REQUIREMENT: Set down every line of the data exactly, skipping the pictures.

(Stored items)

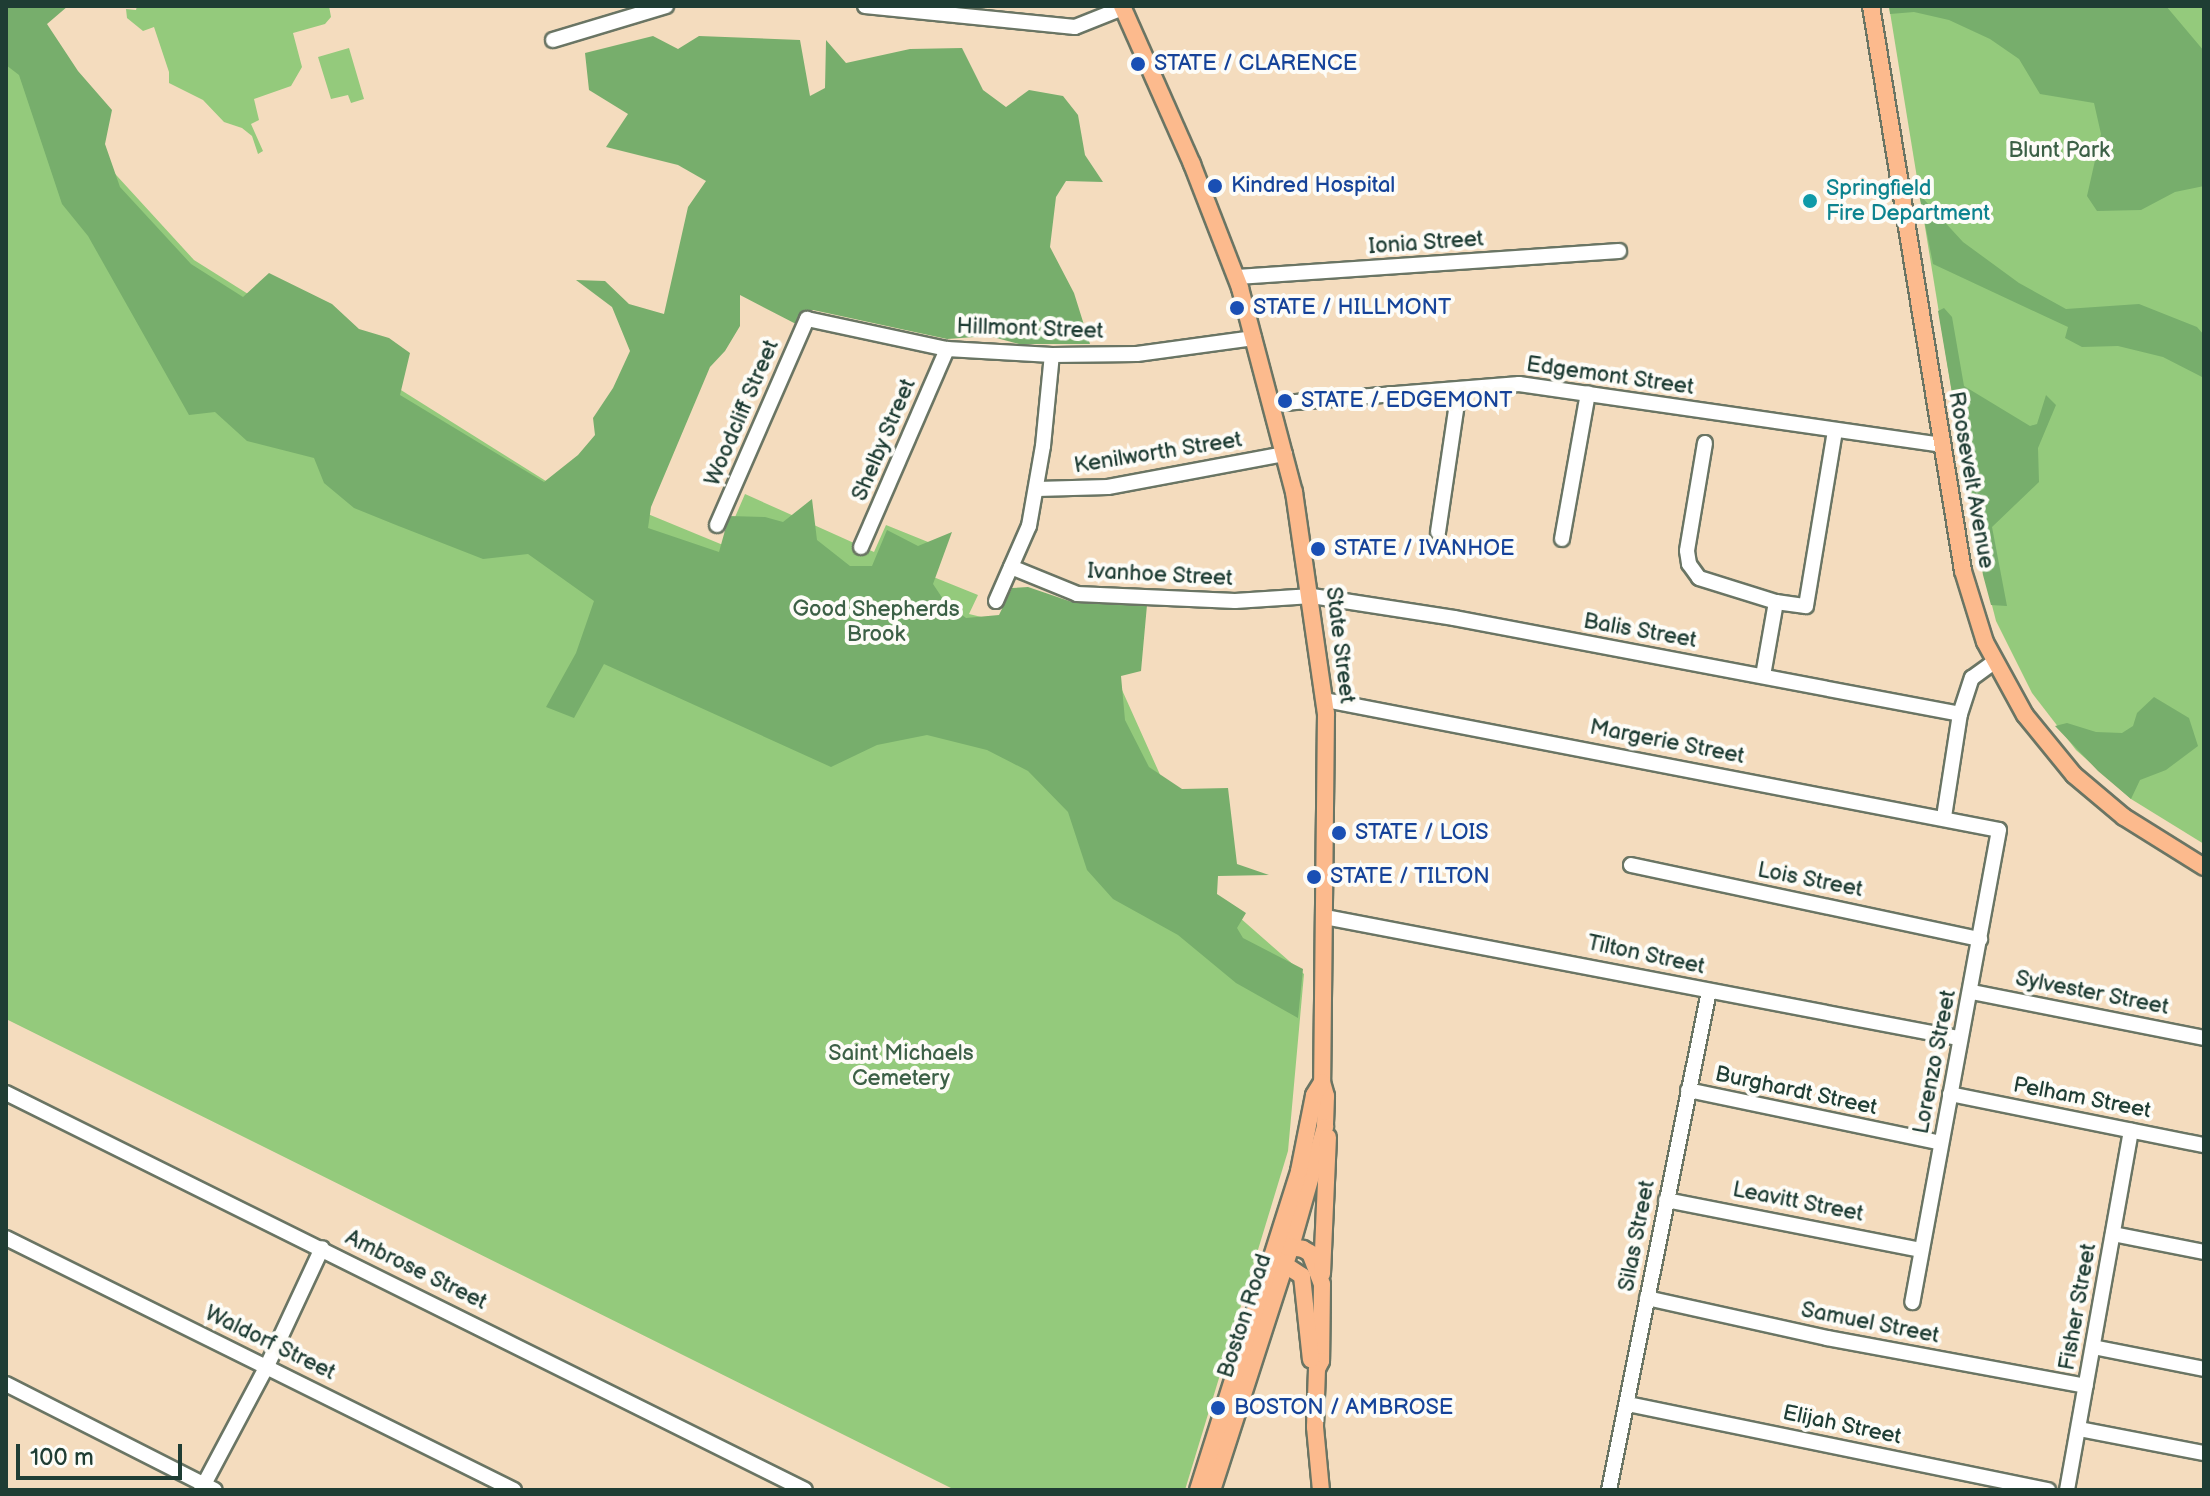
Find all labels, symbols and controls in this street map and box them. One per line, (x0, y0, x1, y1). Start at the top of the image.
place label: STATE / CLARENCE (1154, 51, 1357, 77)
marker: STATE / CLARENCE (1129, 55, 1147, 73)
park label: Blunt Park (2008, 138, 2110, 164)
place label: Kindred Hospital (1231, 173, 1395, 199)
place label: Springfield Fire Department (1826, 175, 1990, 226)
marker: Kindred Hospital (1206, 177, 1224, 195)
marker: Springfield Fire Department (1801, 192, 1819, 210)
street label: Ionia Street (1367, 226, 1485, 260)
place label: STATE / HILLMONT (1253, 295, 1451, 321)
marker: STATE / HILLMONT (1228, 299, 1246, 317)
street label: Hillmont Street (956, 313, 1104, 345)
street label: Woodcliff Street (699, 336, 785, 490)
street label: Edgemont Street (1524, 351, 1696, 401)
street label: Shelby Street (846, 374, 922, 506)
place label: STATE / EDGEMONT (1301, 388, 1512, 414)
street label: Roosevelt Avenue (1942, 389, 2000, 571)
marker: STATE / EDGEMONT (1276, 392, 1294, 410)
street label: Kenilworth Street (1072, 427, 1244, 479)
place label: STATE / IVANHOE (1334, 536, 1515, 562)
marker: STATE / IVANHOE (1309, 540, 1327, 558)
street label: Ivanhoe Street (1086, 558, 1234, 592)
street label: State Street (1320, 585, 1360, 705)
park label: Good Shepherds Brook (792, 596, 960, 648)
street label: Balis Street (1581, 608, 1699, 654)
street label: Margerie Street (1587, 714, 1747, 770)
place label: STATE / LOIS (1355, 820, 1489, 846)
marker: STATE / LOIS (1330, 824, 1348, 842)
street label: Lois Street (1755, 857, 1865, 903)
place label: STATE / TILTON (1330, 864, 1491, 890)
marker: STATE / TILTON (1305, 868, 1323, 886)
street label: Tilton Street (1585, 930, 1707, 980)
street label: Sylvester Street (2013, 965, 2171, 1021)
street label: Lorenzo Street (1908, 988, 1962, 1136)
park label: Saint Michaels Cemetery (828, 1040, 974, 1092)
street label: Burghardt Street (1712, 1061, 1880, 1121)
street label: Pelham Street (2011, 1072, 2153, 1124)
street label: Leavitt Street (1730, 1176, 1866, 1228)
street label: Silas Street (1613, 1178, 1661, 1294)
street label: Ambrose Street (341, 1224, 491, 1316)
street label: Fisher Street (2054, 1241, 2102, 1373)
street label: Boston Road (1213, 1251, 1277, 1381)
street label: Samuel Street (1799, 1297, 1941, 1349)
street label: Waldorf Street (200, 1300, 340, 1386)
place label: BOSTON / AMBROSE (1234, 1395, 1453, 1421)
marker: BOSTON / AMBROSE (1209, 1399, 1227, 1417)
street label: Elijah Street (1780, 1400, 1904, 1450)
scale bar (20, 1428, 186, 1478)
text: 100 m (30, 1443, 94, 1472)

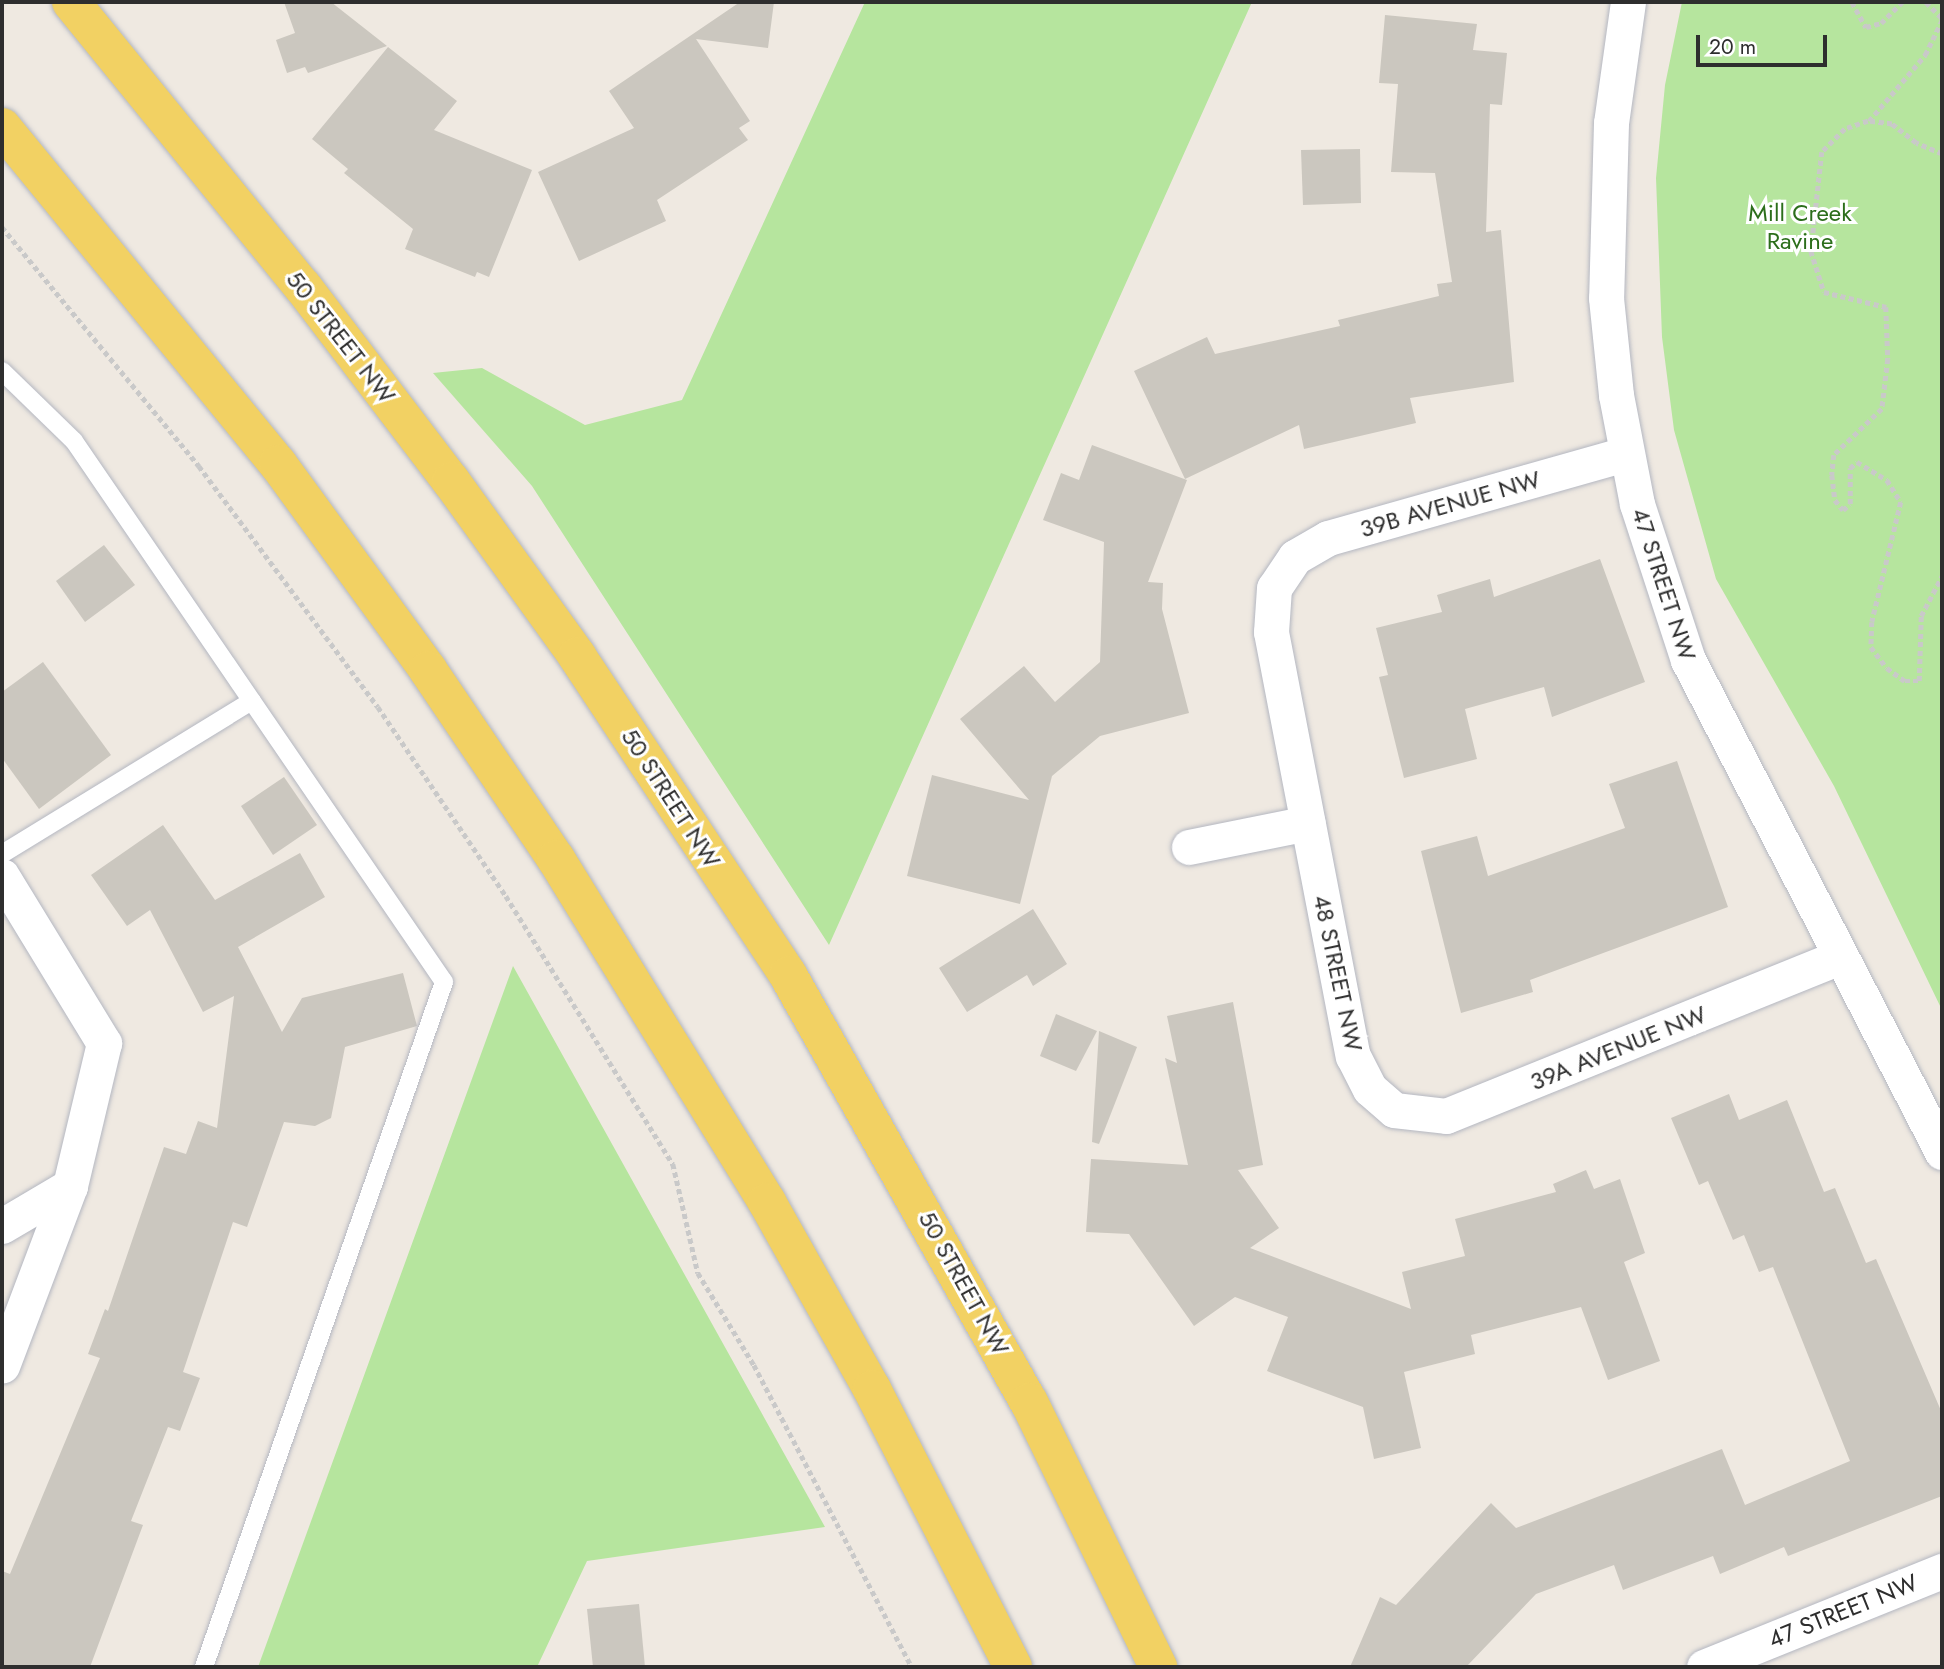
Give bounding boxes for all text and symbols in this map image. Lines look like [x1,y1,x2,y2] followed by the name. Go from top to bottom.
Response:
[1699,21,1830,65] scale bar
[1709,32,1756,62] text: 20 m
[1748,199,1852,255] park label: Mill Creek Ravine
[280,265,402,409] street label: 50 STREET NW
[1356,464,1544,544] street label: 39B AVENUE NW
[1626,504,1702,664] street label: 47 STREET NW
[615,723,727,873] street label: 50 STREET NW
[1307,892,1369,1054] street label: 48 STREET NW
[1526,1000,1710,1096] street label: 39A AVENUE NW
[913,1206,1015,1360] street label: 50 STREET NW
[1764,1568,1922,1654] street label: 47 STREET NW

RESULT OF THIS TASK:
Find all labels, symbols and controls in this street map and box them. One per line, (x0, y0, x1, y1). Start at the top of the image.
place label: STATE / CLARENCE (1154, 51, 1357, 77)
marker: STATE / CLARENCE (1129, 55, 1147, 73)
park label: Blunt Park (2008, 138, 2110, 164)
place label: Kindred Hospital (1231, 173, 1395, 199)
place label: Springfield Fire Department (1826, 175, 1990, 226)
marker: Kindred Hospital (1206, 177, 1224, 195)
marker: Springfield Fire Department (1801, 192, 1819, 210)
street label: Ionia Street (1367, 226, 1485, 260)
place label: STATE / HILLMONT (1253, 295, 1451, 321)
marker: STATE / HILLMONT (1228, 299, 1246, 317)
street label: Hillmont Street (956, 313, 1104, 345)
street label: Woodcliff Street (699, 336, 785, 490)
street label: Edgemont Street (1524, 351, 1696, 401)
street label: Shelby Street (846, 374, 922, 506)
place label: STATE / EDGEMONT (1301, 388, 1512, 414)
street label: Roosevelt Avenue (1942, 389, 2000, 571)
marker: STATE / EDGEMONT (1276, 392, 1294, 410)
street label: Kenilworth Street (1072, 427, 1244, 479)
place label: STATE / IVANHOE (1334, 536, 1515, 562)
marker: STATE / IVANHOE (1309, 540, 1327, 558)
street label: Ivanhoe Street (1086, 558, 1234, 592)
street label: State Street (1320, 585, 1360, 705)
park label: Good Shepherds Brook (792, 596, 960, 648)
street label: Balis Street (1581, 608, 1699, 654)
street label: Margerie Street (1587, 714, 1747, 770)
place label: STATE / LOIS (1355, 820, 1489, 846)
marker: STATE / LOIS (1330, 824, 1348, 842)
street label: Lois Street (1755, 857, 1865, 903)
place label: STATE / TILTON (1330, 864, 1491, 890)
marker: STATE / TILTON (1305, 868, 1323, 886)
street label: Tilton Street (1585, 930, 1707, 980)
street label: Sylvester Street (2013, 965, 2171, 1021)
street label: Lorenzo Street (1908, 988, 1962, 1136)
park label: Saint Michaels Cemetery (828, 1040, 974, 1092)
street label: Burghardt Street (1712, 1061, 1880, 1121)
street label: Pelham Street (2011, 1072, 2153, 1124)
street label: Leavitt Street (1730, 1176, 1866, 1228)
street label: Silas Street (1613, 1178, 1661, 1294)
street label: Ambrose Street (341, 1224, 491, 1316)
street label: Fisher Street (2054, 1241, 2102, 1373)
street label: Boston Road (1213, 1251, 1277, 1381)
street label: Samuel Street (1799, 1297, 1941, 1349)
street label: Waldorf Street (200, 1300, 340, 1386)
place label: BOSTON / AMBROSE (1234, 1395, 1453, 1421)
marker: BOSTON / AMBROSE (1209, 1399, 1227, 1417)
street label: Elijah Street (1780, 1400, 1904, 1450)
scale bar (20, 1428, 186, 1478)
text: 100 m (30, 1443, 94, 1472)

Give bounding boxes for all text and symbols in this map image. Lines look like [x1,y1,x2,y2] followed by the name. Go from top to bottom.
Response:
[1699,21,1830,65] scale bar
[1709,32,1756,62] text: 20 m
[1748,199,1852,255] park label: Mill Creek Ravine
[280,265,402,409] street label: 50 STREET NW
[1356,464,1544,544] street label: 39B AVENUE NW
[1626,504,1702,664] street label: 47 STREET NW
[615,723,727,873] street label: 50 STREET NW
[1307,892,1369,1054] street label: 48 STREET NW
[1526,1000,1710,1096] street label: 39A AVENUE NW
[913,1206,1015,1360] street label: 50 STREET NW
[1764,1568,1922,1654] street label: 47 STREET NW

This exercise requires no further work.